Well, I was in the adoration room around last year June. Then God did something to make me really curious to find out what happened. So I met up with Sury, Becks & later Pris Tan came by too. And as I talked with them, they felt that it were huge burdens I were carry. And then they went on to pray for me and told me to place all of it at the feet of Jesus. And as they were praying, God reminded me deep within my heart of how I had not forgiven myself for entering ITE. And then I shared that when them, together with God and them, I started to realize how my entry into ITE was part of the plan of God for me in my life. After the deep realization, I forgave myself and started to love the person I was and also to start allowing God to mould me into the person he wants me to be!

A year later which is now, I reflect and wonder how precious that night was to me as I forgave myself and allowed God to come in. And just last night, I was reflecting on how I got smarter as the year had progressed and I came to only 1 conclusion, “I have only god to thank for this as I didn’t do anything to become smarter except drawing close to Jesus!”

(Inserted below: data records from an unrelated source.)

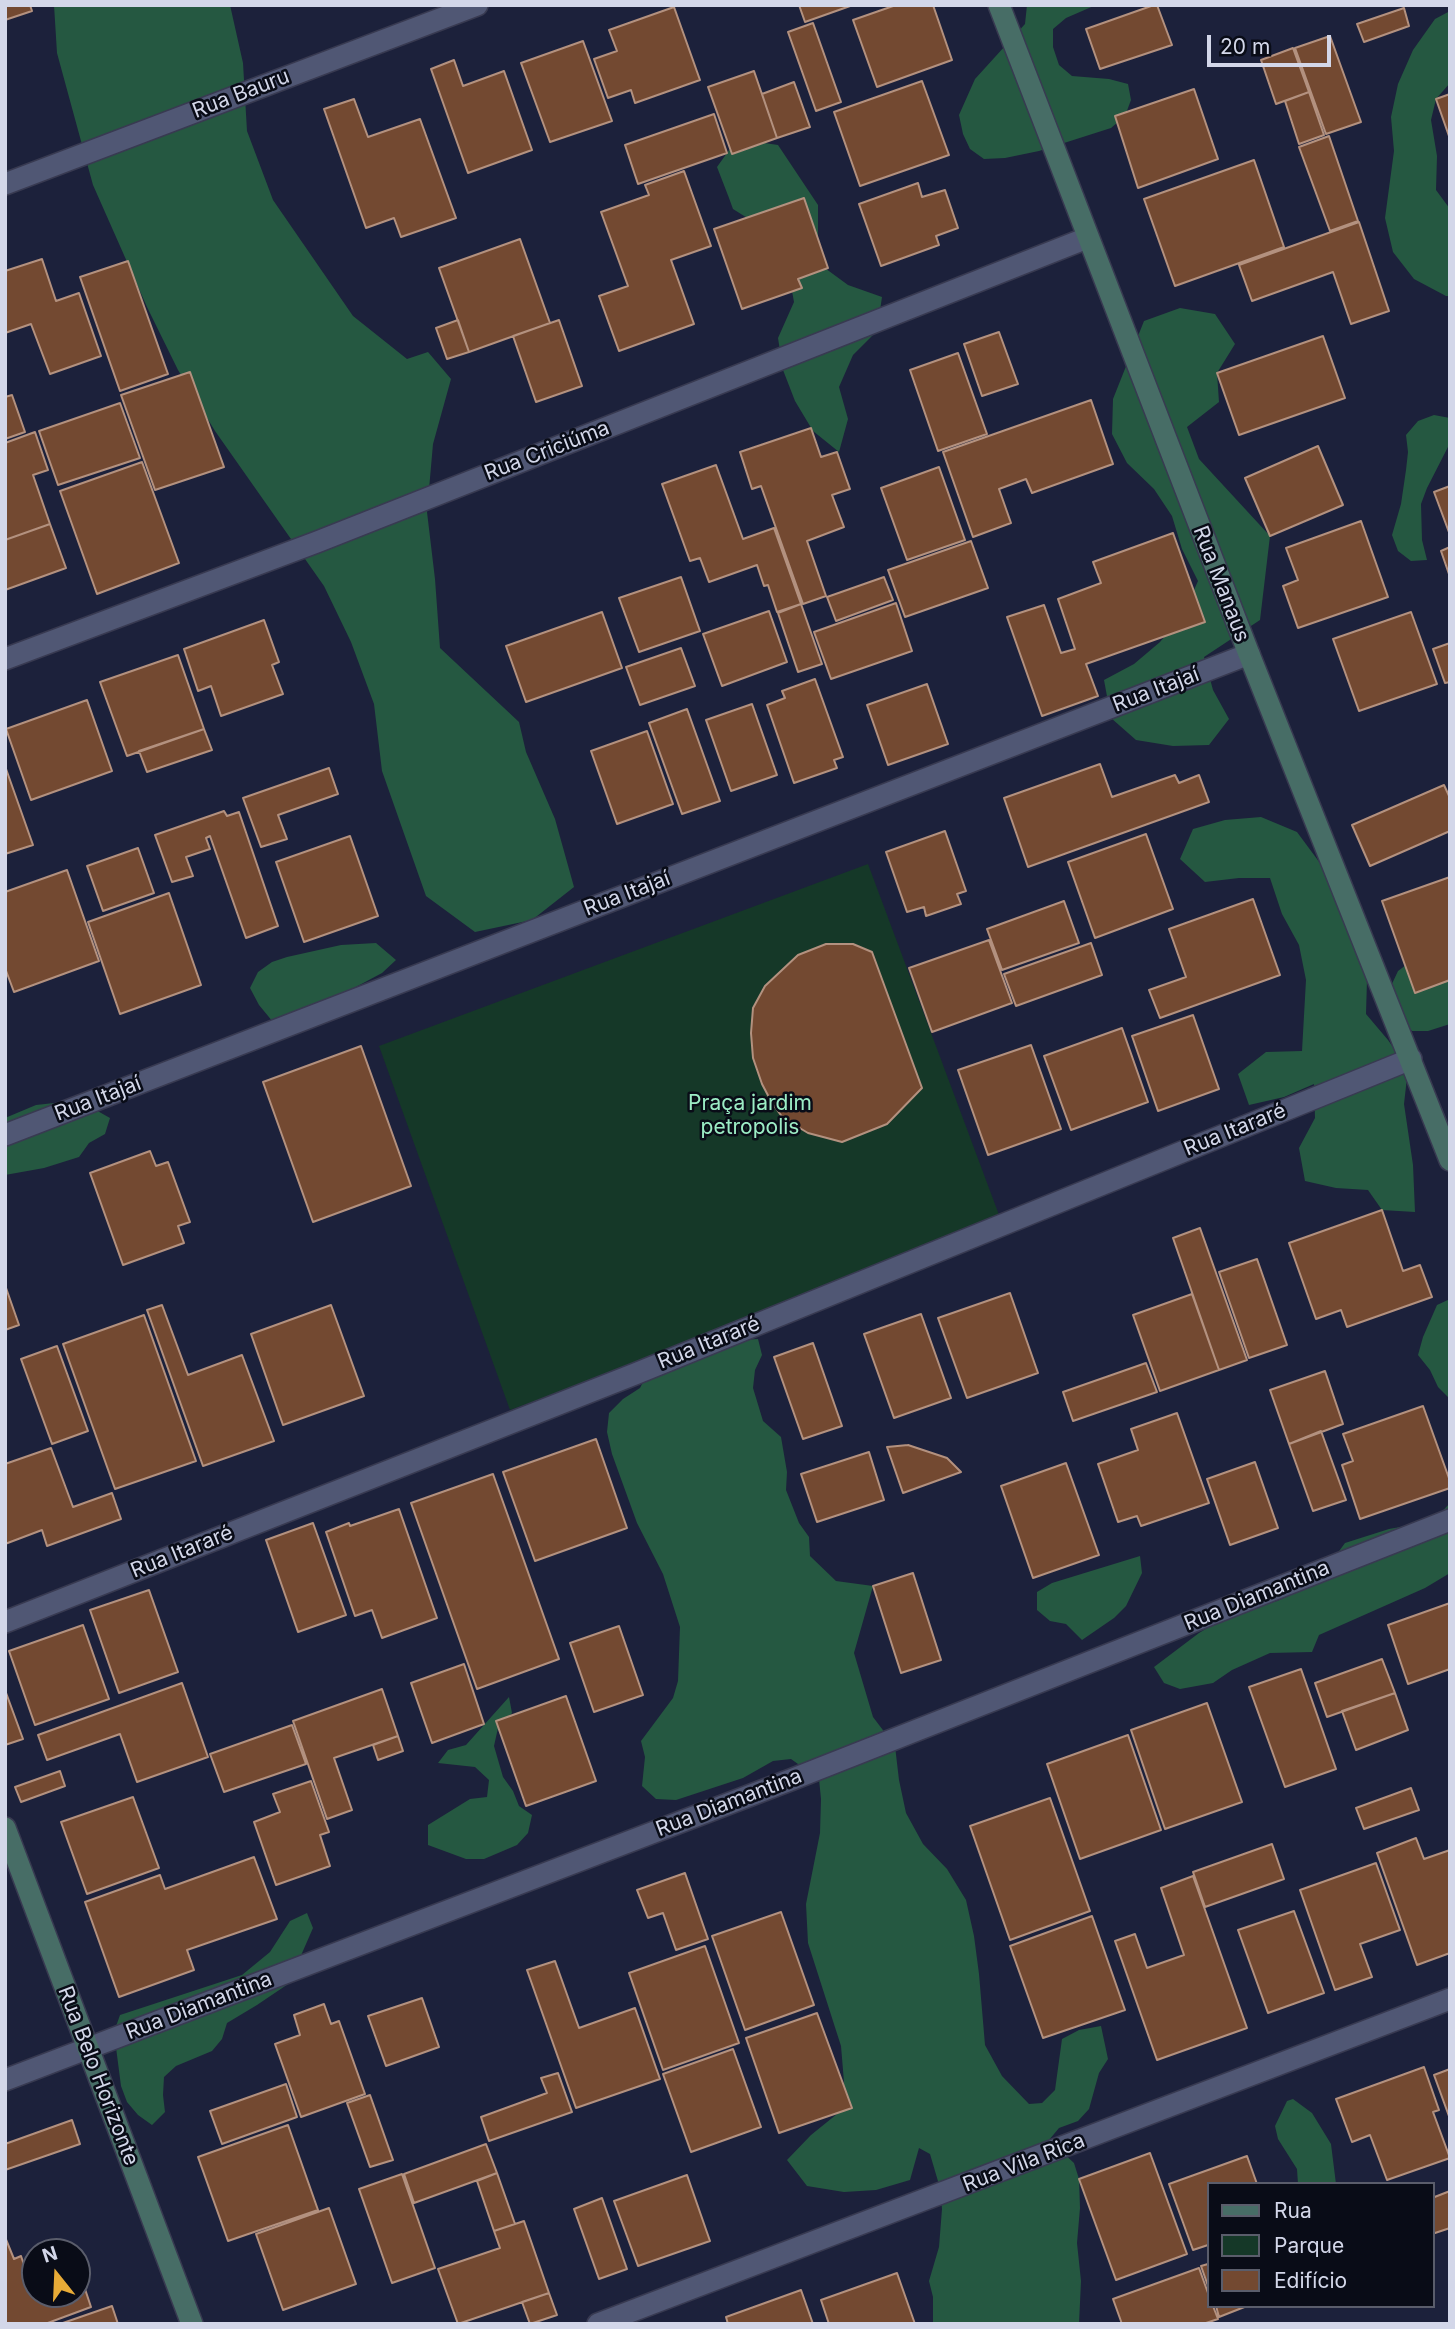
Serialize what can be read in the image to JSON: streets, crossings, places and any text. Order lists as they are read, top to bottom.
{
  "streets": {
    "street": [
      "Rua Bauru",
      "Rua Criciúma",
      "Rua Manaus",
      "Rua Itajaí",
      "Rua Itararé",
      "Rua Diamantina",
      "Rua Belo Horizonte",
      "Rua Vila Rica"
    ]
  },
  "crossings": [
    ["Rua Criciúma", "Rua Manaus"],
    ["Rua Manaus", "Rua Itajaí"],
    ["Rua Manaus", "Rua Itararé"],
    ["Rua Diamantina", "Rua Belo Horizonte"]
  ],
  "parks": ["Praça jardim petropolis"],
  "legend": ["Rua", "Parque", "Edifício"],
  "scale_bar": "20 m",
  "north": "top"
}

And to actually explain how God has made me smarter would be a total mystery even for me. Its one of those instances where it’s explainable but I only can praise God for this!

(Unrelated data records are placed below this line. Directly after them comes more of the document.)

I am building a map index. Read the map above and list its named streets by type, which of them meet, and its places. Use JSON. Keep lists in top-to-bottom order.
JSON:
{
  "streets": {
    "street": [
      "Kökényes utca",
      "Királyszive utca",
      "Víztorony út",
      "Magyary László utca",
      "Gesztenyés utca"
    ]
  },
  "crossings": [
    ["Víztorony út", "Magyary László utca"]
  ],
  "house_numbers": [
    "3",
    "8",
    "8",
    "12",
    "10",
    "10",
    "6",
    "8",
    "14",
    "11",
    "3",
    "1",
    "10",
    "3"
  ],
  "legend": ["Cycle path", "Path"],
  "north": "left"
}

May you be able to draw close to God and experience the joy of being in his presence and allowing him to mould you into the person he wants you to be. His 1st plan for you is really amazing and so unreal!

So I praise you O God from the heavens for making me smart! I am in total awe of your grace & goodness! Thanks you Lord! Amen
!

Wednesday, July 23, 2008

Clinging onto the Cross


What does it mean to cling onto the cross of Jesus? Does it just mean to leave all our struggles and worries at the foot of the Cross or do we have to literally cling onto the cross of Jesus in times of struggle?

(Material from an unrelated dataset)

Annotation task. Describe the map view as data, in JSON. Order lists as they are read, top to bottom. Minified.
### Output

As Jesus himself says it in the bible, “If you remain in me, then I will remain in you.”






Since my recent increasing desire for prayer, I have been facing quite a few fears and struggles. Firstly, the fears I’ve been facing have been like fears of whether I will be able to constantly be in the state of prayer and still have conviction in God. The main fear has basically been whether my faith will be alive. I was so afraid of being the ordinary catholic praying fervently and not being alive & joyful in faith. But every time, I talk to God about this fear, he always reassures me that he knows what I need to be sustained in my prayer life and ensured that he’ll provide for me. Another fear has been whether I’ll be able to leave everything and start this new life of prayer. I guess it’s the title of ‘living a life of prayer’ which really started to scare me quite a bit, then God just kept reminding me about how simple he has put praying to him is for me and that I should start making my own way of this life of prayer and not try to forced into this life of prayer.

Now, in terms of struggles, I’ve been really struggling through these past 2 days of trials that I’ve been facing. I guess, I’m not used to going through trials for a whole and what more 2 whole days. It kind of shows how dependent I am on the grace of God to get me through these trials and tribulations. As I continued to think about this, I realized how much conviction I had in God but not much faith & trust in God when it came to facing trials in my spiritual journey. Maybe this is the result of living very comfortably in the presence of God. I guess I keep forgetting that you will still face trial & tribulations despite your answer to the Call of God. In some sense, I’m just very used to being happy everyday and when suddenly I face some difficult situation especially in my journey with God, I start t lose faith & trust in God and start to doubt whether God is really there.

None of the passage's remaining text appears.